**Problem statement:** As the answer, give a copy of each line below that includes the word "Trasa".

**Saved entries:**
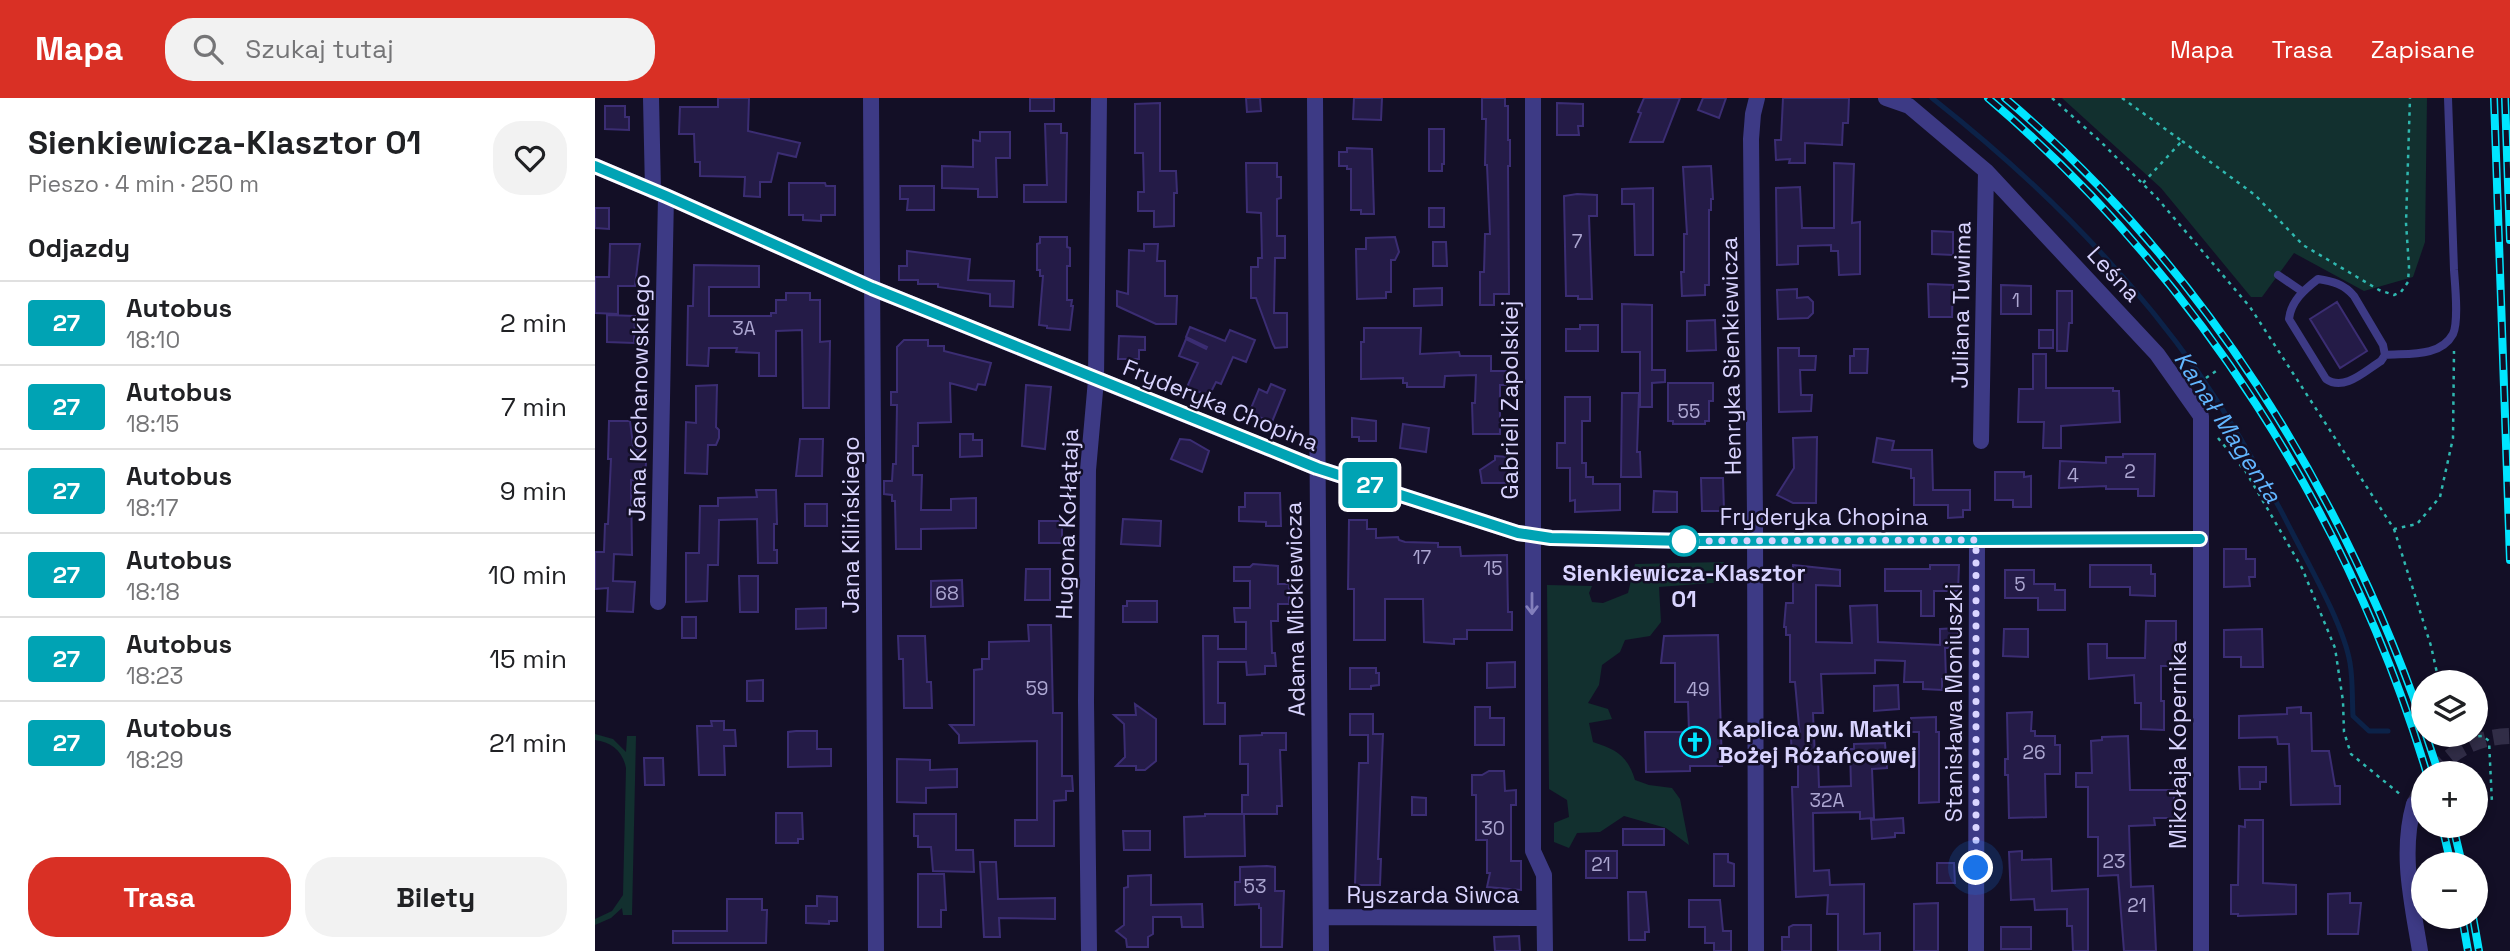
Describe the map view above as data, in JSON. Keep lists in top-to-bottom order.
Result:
{
  "streets": {
    "street": [
      "Leśna",
      "Juliana Tuwima",
      "Henryka Sienkiewicza",
      "Jana Kochanowskiego",
      "Gabrieli Zapolskiej",
      "Fryderyka Chopina",
      "Hugona Kołłątaja",
      "Jana Kilińskiego",
      "Adama Mickiewicza",
      "Stanisława Moniuszki",
      "Mikołaja Kopernika",
      "Ryszarda Siwca"
    ]
  },
  "crossings": [
    ["Leśna", "Juliana Tuwima"],
    ["Henryka Sienkiewicza", "Fryderyka Chopina"],
    ["Jana Kochanowskiego", "Fryderyka Chopina"],
    ["Gabrieli Zapolskiej", "Fryderyka Chopina"],
    ["Gabrieli Zapolskiej", "Ryszarda Siwca"],
    ["Fryderyka Chopina", "Hugona Kołłątaja"],
    ["Fryderyka Chopina", "Jana Kilińskiego"],
    ["Fryderyka Chopina", "Adama Mickiewicza"],
    ["Fryderyka Chopina", "Stanisława Moniuszki"],
    ["Fryderyka Chopina", "Mikołaja Kopernika"],
    ["Adama Mickiewicza", "Ryszarda Siwca"]
  ],
  "one_way": ["Gabrieli Zapolskiej"],
  "water": ["Kanał Magenta"],
  "places": {
    "other": ["Sienkiewicza-Klasztor 01"],
    "church": ["Kaplica pw. Matki Bożej Różańcowej"]
  },
  "lines": ["bus line 27"],
  "house_numbers": [
    "7",
    "1",
    "3A",
    "55",
    "2",
    "4",
    "17",
    "15",
    "5",
    "68",
    "59",
    "49",
    "26",
    "32A",
    "30",
    "23",
    "21",
    "53",
    "21"
  ],
  "page": {
    "header": "Mapa",
    "search": "Szukaj tutaj",
    "nav": ["Mapa", "Trasa", "Zapisane"],
    "heading": [
      ["Sienkiewicza-Klasztor 01", "Pieszo · 4 min · 250 m"],
      "Odjazdy"
    ],
    "on_map": "27",
    "list": [
      {
        "mark": "27",
        "name": "Autobus",
        "note": "18:10",
        "value": "2 min"
      },
      {
        "mark": "27",
        "name": "Autobus",
        "note": "18:15",
        "value": "7 min"
      },
      {
        "mark": "27",
        "name": "Autobus",
        "note": "18:17",
        "value": "9 min"
      },
      {
        "mark": "27",
        "name": "Autobus",
        "note": "18:18",
        "value": "10 min"
      },
      {
        "mark": "27",
        "name": "Autobus",
        "note": "18:23",
        "value": "15 min"
      },
      {
        "mark": "27",
        "name": "Autobus",
        "note": "18:29",
        "value": "21 min"
      }
    ],
    "map_buttons": ["+", "−"],
    "buttons": ["Trasa", "Bilety"]
  }
}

**Answer section:**
    "nav": ["Mapa", "Trasa", "Zapisane"],
    "buttons": ["Trasa", "Bilety"]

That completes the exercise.